Oh, maybe so, unfortunately none has been documented - except the P. damicornis growth patterns that I have mentioned before. But even it will do better in warmer environments than in cooler ones.
I think your earlier post stated the growth rates to be about the same at 78 versus 84. But in your mind it's better at 84 because......it happens to support your argument perhaps?. FWIW, it's been my experience that P. damicornis does seem to have higher temperature tolerance than many of the other commonly kept stony corals.
Yes. And you need to show that corals from cooler environments are in any way adapted to those environments.

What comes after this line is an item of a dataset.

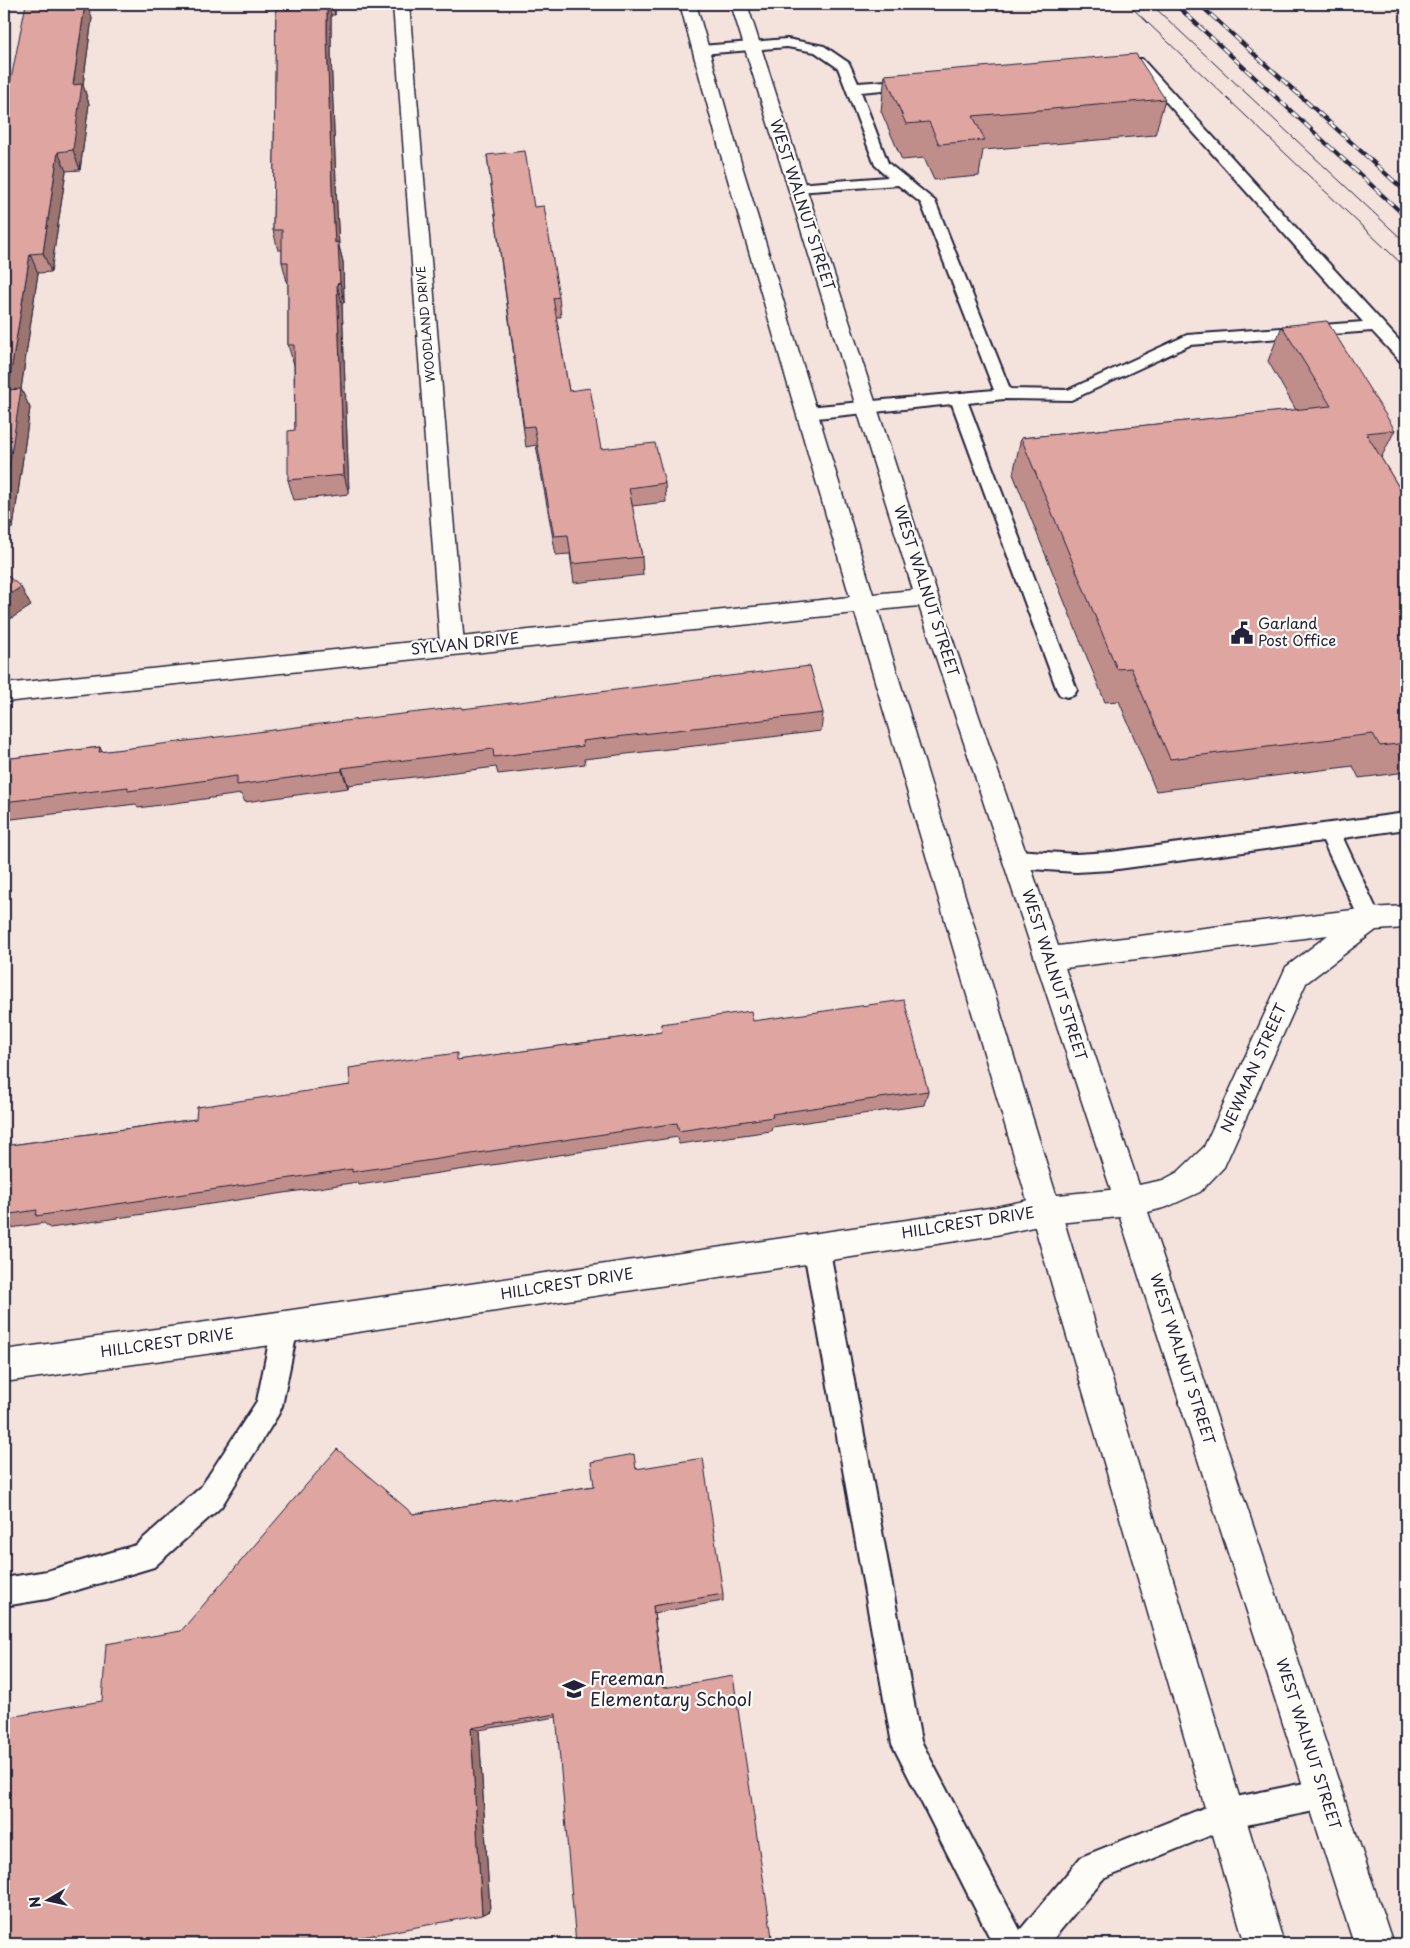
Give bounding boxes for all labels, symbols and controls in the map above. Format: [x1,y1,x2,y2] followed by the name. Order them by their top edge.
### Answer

I think the fact they are living there says they've adapted. It's not like they moved in last week or something.
Care to take bets???
Ahh, but I wouldn't have anything more data to support my side than what we already have. And from that you have already developed your conclusions as I have developed mine.
Distributions as strongly correlated with physical factors as these are, have a causative effect also correlated with the physical factors if they are not directly driven by the factors. In any case, it is up to individual who claims the animals at the edges of broadcast-spawning distributions are thriving, to prove that.
Wow, convenient way to dispute what might go against your already held beliefs. But not to worry, I'm not trying to change those.
If you can show that these populations are self-reproducing and that the animals in them have a capability of contributing significantly to the next generation in their region, that is a first step. However, with corals, that has not been shown.
With that statement, you are suggesting that any new coral larvae
that takes up residence in a place like Fiji, Tonga or the GBR were brought
in by the currents alone and that none of the resident broadcast spawners
have had any luck having their larvae settle locally. A bold
statement that can neither be proven nor disproved by the current studies.
But what does the logical side say to you on that one, Ron? Should we be
running around telling these corals that they have no business being there
because they are slowly freezing to death?
I'll bow out of this debate now as it's going nowhere fast. You made up your mind on this one long ago, Ron, and I'll let that be. If the thread has sparked some thought for those reading it, then it's been a good thing. Thanks for taking the time to participate.
Steve Wolfe
It if a coral larvae was brought into a cooler clime by currents, settled and spent it's entire life there, wouldn't that by common sense tell us that it is acclimated to that cooler temp? If it hadn't acclimated, it would have perished, plain and simple.
There's a huge difference between an organism's chemical reactions working a little bit differently (or at a different rate) because of a different temperature, it's another for an organism to develop new or different chemical reactions to adapt to changed conditions. The former can happen anywhere from instantly to over several days/weeks/whatever, the latter generally happens over centuries or millenia.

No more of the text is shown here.